● **Dataset extract**
- - -
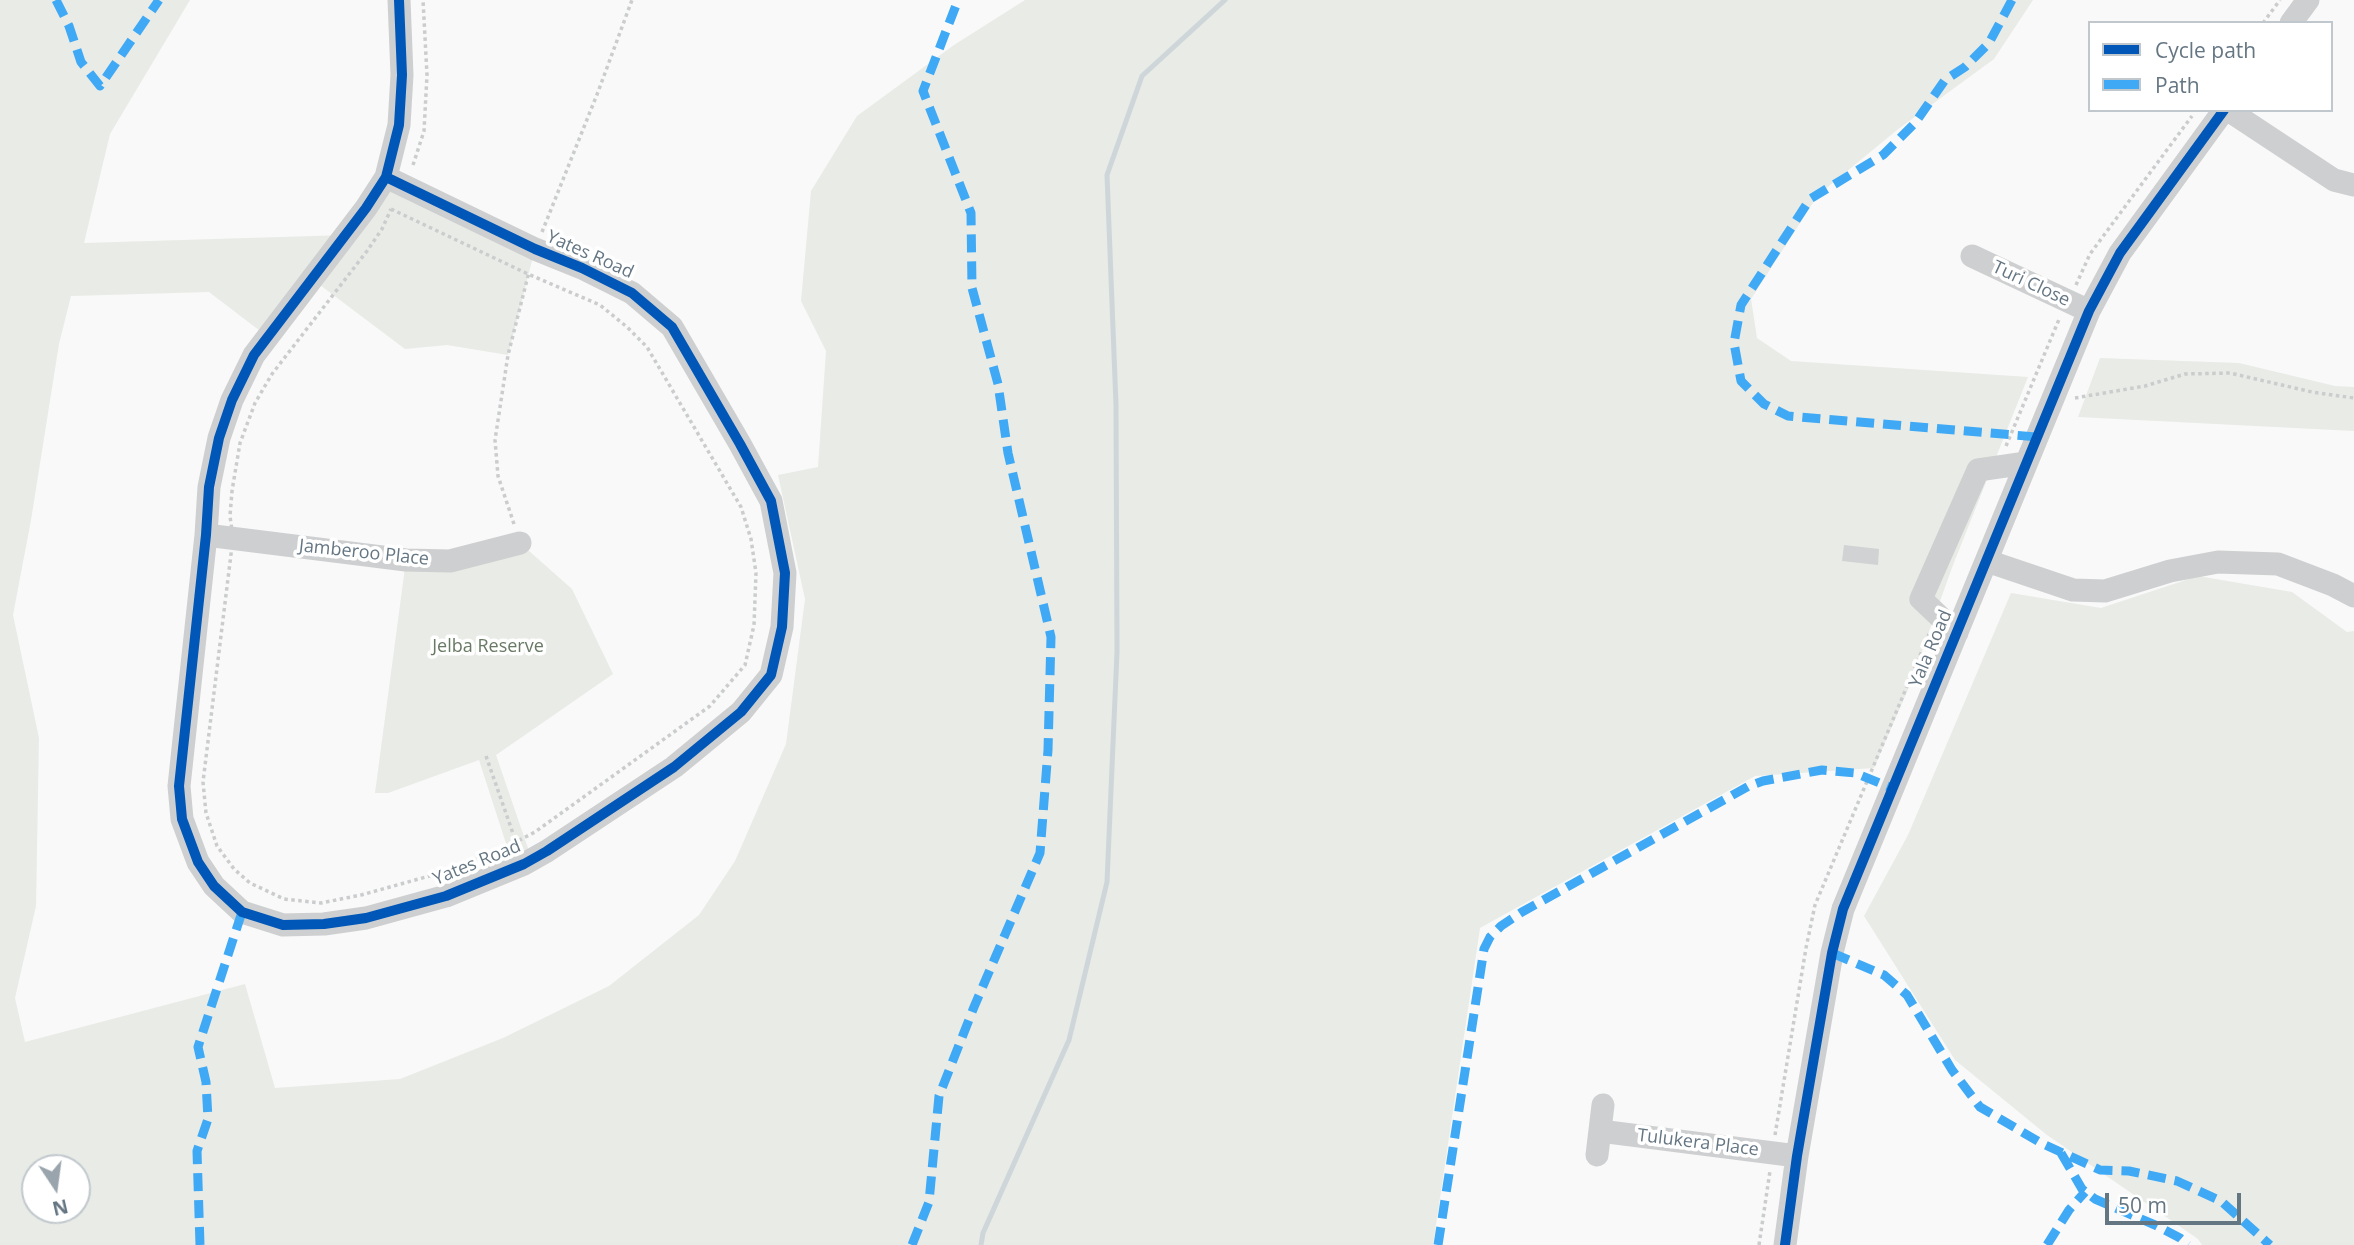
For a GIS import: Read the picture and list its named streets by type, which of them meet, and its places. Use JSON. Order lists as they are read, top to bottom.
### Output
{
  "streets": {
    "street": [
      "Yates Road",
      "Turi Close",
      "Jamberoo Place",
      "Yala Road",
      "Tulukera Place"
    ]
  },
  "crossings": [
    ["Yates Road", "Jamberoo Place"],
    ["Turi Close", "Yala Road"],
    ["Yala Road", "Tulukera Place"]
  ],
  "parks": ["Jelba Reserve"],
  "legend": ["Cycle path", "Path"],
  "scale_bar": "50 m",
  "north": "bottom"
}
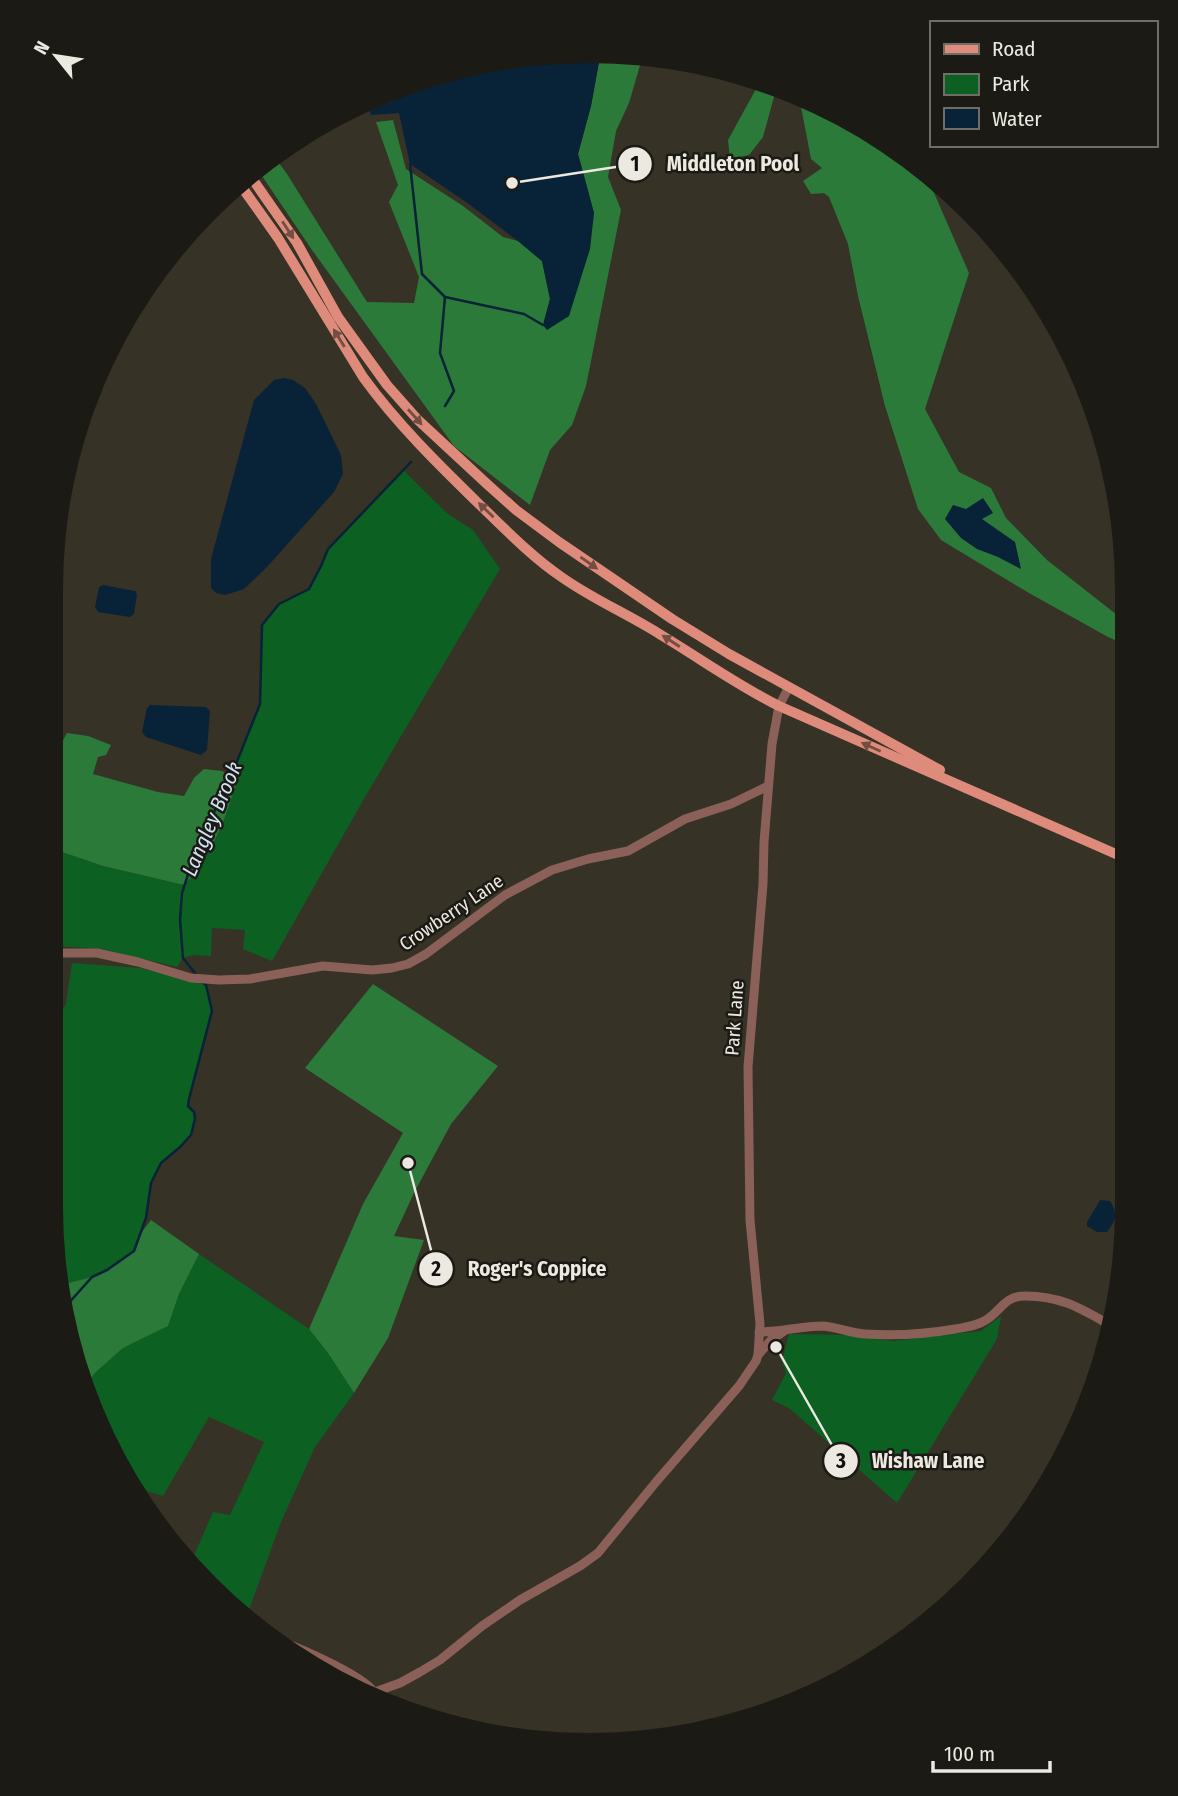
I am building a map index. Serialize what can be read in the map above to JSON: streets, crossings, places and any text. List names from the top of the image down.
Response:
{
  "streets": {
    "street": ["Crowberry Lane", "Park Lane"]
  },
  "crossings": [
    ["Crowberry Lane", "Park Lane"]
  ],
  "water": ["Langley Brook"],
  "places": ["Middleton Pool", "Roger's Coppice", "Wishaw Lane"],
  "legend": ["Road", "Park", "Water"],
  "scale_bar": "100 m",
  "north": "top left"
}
- - -
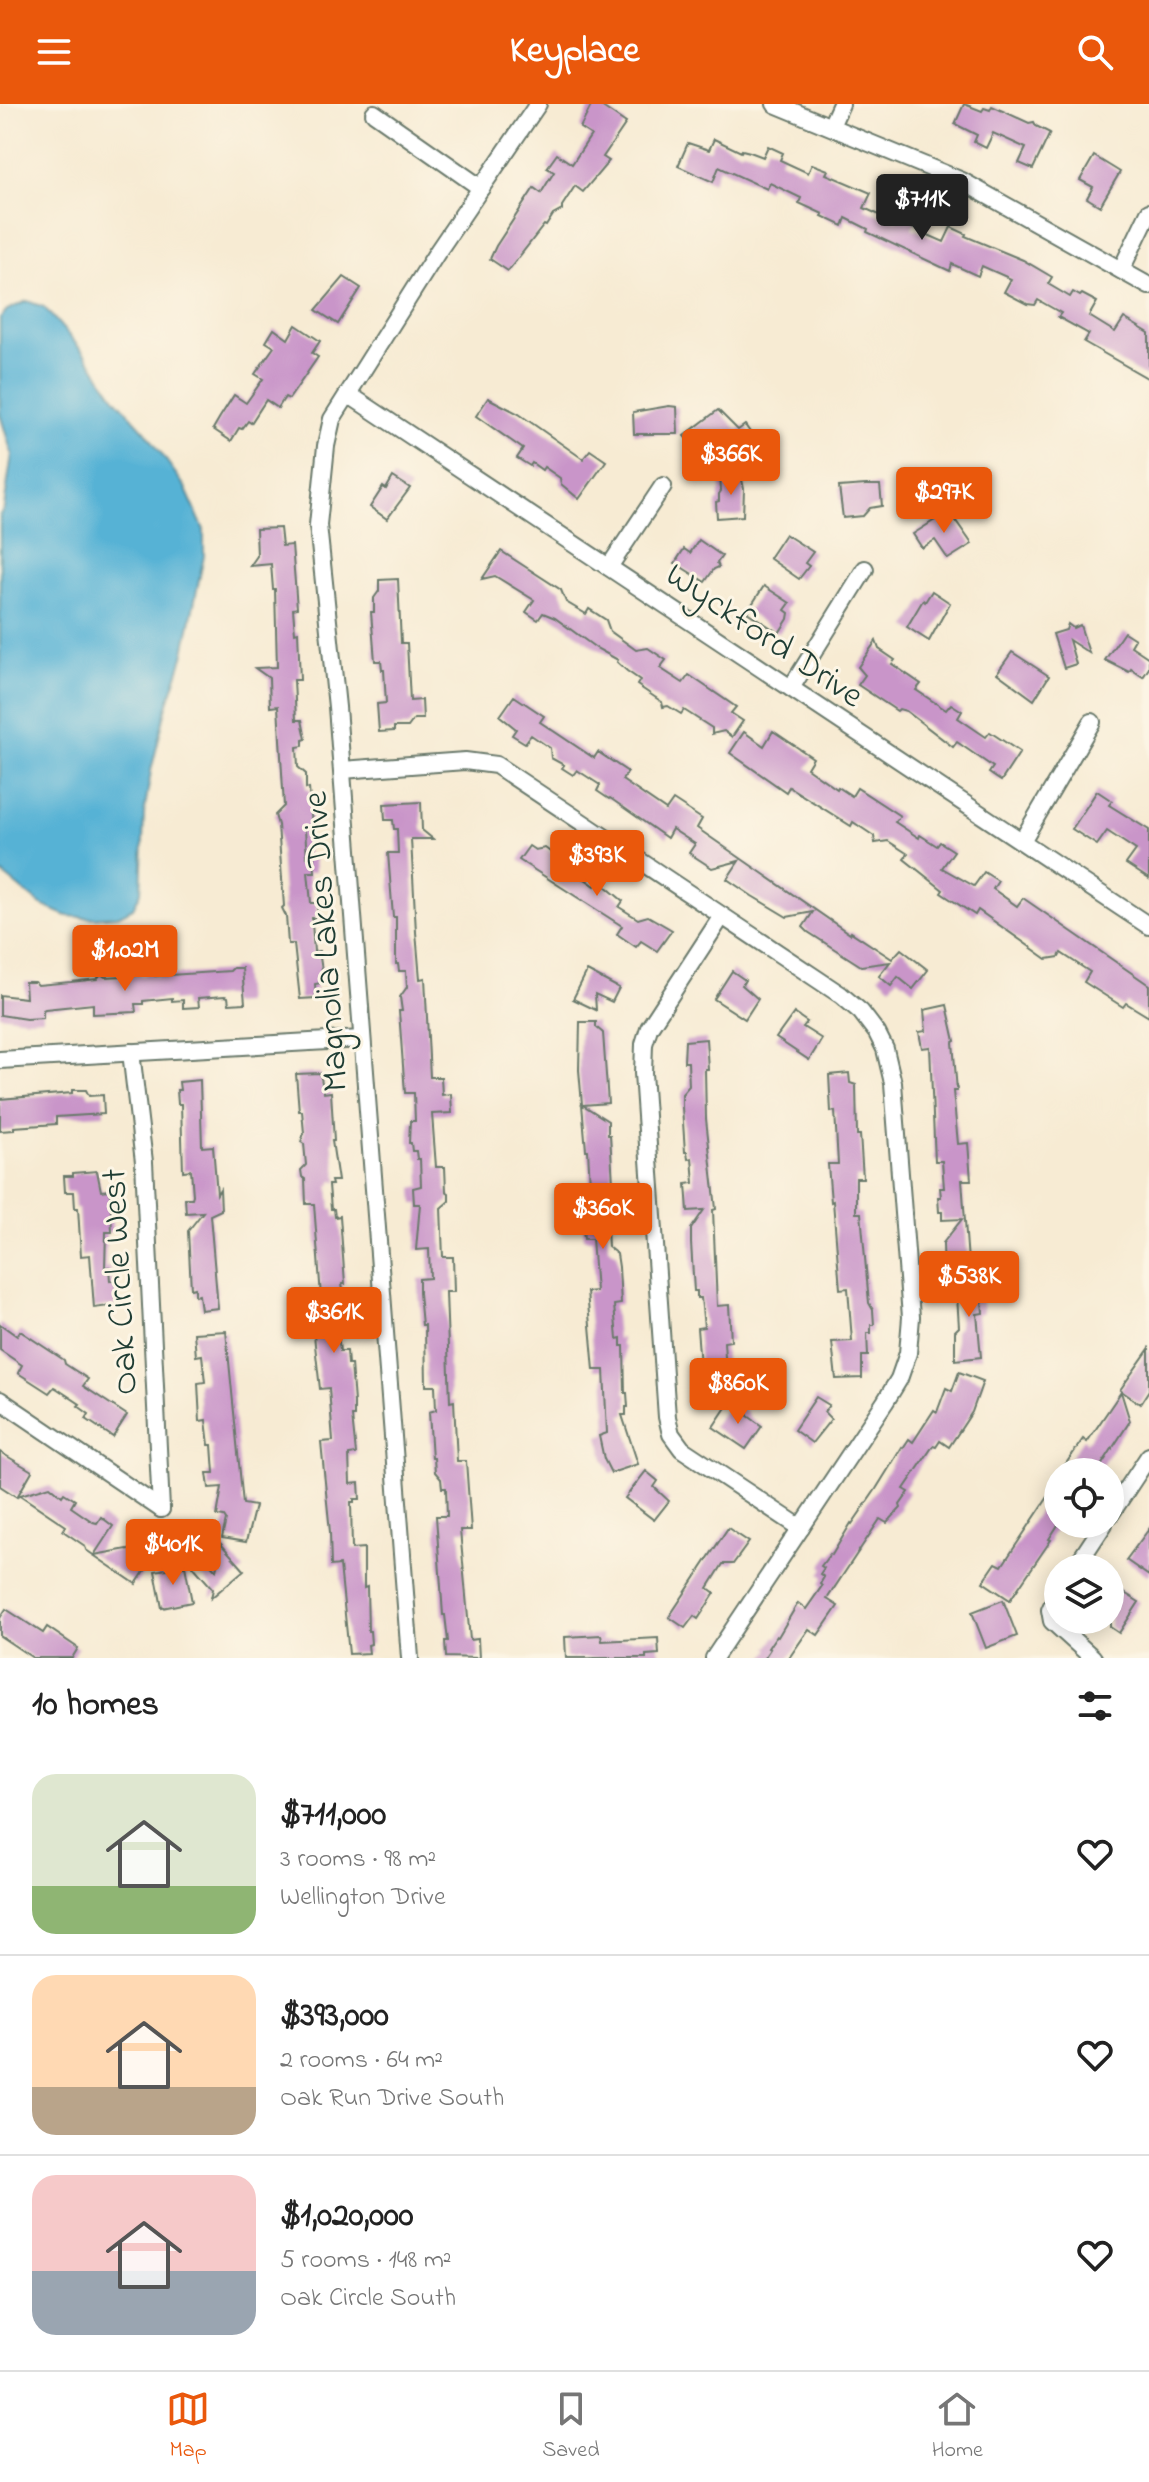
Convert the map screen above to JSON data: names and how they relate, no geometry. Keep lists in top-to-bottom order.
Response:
- - -
● **What is needed**
All lines above with "names" in them should be returned.

● **Result of this task**
I am building a map index. Serialize what can be read in the map above to JSON: streets, crossings, places and any text. List names from the top of the image down.
Convert the map screen above to JSON data: names and how they relate, no geometry. Keep lists in top-to-bottom order.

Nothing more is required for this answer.